Amy told him about the shack—though he knew about it because he’d already read Aidan Cypress’s reports. She told him about their meeting with Casey and explained why they feared Billie had been taken north somewhere—possibly to Maclamara—and they were on their way there now. She also shared what he didn’t know—Hunter was convinced he recognized the brands on the dead women, that were double Ps, and the situation might relate back to someone who had been involved with a cult a quarter of a century ago.
John thanked her for the call, and she hung up.
“John’s doing okay?” Hunter asked.
“He sounds as if he’s being a good patient and not even driving those around him crazy.”
“That’s a relief.

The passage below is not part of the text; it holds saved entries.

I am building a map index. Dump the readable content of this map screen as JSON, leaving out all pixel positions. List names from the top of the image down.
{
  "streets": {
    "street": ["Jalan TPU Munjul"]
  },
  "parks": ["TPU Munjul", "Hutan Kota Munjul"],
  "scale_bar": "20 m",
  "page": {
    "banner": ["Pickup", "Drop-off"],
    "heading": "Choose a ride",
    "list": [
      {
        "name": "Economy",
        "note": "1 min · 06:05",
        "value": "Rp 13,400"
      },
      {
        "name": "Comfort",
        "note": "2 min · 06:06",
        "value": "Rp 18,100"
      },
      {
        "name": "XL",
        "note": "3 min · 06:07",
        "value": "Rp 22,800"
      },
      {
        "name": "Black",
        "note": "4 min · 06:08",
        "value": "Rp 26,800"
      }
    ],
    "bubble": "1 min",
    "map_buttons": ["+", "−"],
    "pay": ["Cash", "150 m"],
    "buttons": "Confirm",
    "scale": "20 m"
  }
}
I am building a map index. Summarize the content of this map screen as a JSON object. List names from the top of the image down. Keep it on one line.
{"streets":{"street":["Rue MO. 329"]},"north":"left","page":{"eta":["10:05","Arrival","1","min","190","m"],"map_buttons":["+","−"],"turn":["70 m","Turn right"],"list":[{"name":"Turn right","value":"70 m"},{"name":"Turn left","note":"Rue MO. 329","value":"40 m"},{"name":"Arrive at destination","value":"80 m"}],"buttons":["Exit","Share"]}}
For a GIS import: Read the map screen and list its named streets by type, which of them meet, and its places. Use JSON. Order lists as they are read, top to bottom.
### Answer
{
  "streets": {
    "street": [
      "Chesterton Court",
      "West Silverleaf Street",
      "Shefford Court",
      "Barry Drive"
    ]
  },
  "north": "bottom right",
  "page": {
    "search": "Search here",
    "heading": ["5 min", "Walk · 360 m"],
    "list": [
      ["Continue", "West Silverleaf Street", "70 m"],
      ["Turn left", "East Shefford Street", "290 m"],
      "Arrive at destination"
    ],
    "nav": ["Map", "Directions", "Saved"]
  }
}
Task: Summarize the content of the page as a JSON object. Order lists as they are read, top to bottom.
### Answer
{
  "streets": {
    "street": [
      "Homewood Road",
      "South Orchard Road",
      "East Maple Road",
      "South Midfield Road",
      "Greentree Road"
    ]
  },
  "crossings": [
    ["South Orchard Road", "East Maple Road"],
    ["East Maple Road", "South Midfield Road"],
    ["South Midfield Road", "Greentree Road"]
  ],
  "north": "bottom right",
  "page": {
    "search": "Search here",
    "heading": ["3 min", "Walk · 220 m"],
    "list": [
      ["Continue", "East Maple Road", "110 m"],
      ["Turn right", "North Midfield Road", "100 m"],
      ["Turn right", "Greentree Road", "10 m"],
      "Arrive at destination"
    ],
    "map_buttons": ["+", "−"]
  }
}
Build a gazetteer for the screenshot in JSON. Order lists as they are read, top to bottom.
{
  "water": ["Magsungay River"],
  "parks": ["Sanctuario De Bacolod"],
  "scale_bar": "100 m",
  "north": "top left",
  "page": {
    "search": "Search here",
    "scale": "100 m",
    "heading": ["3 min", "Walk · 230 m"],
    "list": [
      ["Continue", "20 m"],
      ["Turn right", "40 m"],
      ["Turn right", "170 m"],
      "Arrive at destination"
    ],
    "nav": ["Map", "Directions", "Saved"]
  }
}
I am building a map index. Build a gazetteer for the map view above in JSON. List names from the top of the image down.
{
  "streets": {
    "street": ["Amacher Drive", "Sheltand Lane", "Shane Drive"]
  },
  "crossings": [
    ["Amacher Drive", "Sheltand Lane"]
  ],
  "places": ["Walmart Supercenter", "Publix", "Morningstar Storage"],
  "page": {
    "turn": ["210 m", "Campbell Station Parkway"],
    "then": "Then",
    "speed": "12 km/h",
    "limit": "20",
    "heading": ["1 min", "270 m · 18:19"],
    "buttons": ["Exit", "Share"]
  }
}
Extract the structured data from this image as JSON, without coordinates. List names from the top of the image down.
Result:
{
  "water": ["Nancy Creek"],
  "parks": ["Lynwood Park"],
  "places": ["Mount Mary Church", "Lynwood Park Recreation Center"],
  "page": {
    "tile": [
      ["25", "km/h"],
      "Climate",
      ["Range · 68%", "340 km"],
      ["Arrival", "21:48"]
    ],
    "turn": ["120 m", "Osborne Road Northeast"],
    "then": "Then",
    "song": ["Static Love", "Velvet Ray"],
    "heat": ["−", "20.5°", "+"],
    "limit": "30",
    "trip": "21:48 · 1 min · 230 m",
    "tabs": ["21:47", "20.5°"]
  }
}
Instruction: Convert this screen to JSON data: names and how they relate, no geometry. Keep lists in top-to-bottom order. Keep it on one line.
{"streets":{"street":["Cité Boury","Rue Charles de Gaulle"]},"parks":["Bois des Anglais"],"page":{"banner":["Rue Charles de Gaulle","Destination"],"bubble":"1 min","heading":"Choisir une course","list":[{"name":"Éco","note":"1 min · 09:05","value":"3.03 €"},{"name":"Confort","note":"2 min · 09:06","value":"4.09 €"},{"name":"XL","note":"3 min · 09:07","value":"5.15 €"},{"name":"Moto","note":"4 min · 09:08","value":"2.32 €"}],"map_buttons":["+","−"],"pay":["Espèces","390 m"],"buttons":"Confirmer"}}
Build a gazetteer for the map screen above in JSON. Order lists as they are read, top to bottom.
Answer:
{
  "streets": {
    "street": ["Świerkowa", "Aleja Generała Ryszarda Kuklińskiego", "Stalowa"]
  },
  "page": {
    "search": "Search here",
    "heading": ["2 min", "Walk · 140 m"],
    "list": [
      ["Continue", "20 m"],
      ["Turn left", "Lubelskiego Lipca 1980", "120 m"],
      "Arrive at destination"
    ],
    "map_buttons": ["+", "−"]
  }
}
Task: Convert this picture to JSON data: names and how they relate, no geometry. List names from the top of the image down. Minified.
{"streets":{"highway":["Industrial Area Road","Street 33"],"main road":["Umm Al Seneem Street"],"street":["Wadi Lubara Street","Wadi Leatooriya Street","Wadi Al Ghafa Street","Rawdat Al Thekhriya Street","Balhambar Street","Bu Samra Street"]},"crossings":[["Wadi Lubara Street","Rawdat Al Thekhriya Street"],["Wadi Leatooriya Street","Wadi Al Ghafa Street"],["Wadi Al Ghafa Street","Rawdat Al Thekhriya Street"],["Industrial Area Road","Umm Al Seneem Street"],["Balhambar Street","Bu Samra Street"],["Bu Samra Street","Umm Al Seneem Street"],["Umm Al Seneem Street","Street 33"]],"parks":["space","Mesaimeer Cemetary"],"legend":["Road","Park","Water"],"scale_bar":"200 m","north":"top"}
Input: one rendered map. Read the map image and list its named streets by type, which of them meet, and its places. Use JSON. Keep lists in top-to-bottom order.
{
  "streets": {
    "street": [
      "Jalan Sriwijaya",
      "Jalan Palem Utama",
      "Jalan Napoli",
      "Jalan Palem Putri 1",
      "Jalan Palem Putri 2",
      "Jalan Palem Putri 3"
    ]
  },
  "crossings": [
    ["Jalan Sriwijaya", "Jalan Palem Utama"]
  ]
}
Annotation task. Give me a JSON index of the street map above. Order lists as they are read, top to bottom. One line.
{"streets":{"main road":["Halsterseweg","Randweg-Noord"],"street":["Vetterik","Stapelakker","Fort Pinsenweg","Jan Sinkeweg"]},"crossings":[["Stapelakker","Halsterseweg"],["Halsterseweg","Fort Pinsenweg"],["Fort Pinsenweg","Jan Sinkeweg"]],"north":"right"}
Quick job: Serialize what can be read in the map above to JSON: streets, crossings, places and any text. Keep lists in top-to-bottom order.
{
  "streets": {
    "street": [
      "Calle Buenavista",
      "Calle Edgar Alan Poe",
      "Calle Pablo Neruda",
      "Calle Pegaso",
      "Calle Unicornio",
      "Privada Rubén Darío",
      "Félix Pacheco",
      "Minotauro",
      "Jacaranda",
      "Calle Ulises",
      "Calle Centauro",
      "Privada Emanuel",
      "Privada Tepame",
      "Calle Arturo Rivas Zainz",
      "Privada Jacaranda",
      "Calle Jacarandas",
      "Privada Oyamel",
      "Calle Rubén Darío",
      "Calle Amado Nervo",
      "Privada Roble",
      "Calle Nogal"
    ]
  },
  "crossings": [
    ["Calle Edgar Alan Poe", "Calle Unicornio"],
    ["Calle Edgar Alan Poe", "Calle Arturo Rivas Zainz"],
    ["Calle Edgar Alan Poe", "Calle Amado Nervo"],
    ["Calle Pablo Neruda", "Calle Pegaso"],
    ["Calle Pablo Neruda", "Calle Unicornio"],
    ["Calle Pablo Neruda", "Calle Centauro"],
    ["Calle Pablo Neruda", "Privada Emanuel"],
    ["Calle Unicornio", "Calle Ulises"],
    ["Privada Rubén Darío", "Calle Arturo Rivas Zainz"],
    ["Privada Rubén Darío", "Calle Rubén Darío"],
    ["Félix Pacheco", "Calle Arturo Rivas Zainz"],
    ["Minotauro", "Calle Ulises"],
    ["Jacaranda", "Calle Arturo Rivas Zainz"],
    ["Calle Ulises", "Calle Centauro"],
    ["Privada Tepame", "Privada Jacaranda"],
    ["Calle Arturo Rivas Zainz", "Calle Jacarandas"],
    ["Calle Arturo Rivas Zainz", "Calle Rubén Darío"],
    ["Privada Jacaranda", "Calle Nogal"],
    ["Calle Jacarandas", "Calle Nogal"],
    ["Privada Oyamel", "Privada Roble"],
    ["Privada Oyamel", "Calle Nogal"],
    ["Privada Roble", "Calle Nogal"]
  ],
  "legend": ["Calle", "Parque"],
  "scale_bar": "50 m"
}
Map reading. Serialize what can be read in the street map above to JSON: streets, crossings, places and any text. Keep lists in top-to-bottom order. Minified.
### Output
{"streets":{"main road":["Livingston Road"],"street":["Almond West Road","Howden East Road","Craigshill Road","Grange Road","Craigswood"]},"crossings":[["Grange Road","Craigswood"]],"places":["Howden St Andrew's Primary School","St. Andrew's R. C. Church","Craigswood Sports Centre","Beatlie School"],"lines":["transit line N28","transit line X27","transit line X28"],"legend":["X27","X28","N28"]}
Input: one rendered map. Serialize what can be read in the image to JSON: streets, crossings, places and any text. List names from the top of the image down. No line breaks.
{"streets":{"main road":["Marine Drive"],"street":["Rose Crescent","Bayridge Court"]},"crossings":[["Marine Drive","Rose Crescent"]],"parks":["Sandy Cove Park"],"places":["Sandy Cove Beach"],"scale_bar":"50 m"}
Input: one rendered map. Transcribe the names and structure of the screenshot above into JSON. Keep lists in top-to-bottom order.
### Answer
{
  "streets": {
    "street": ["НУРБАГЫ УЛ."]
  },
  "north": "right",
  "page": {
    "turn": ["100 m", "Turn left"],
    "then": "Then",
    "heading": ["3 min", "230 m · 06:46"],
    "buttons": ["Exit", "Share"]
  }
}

John is a good agent for Florida—and a good man.”
“He is. And a good partner. Oh, and you’re a great partner.”
He grinned.
“Hey,” she said. “You didn’t like me at first.”
“No, I didn’t know you. I just thought you were...young.”
“Young doesn’t mean bad,” she said.
He was smiling as he looked ahead at the winding road. The country they traveled now was rich with tall oaks, and all those oaks dripped moss. It was a beautiful drive, though the road hadn’t been repaved in years.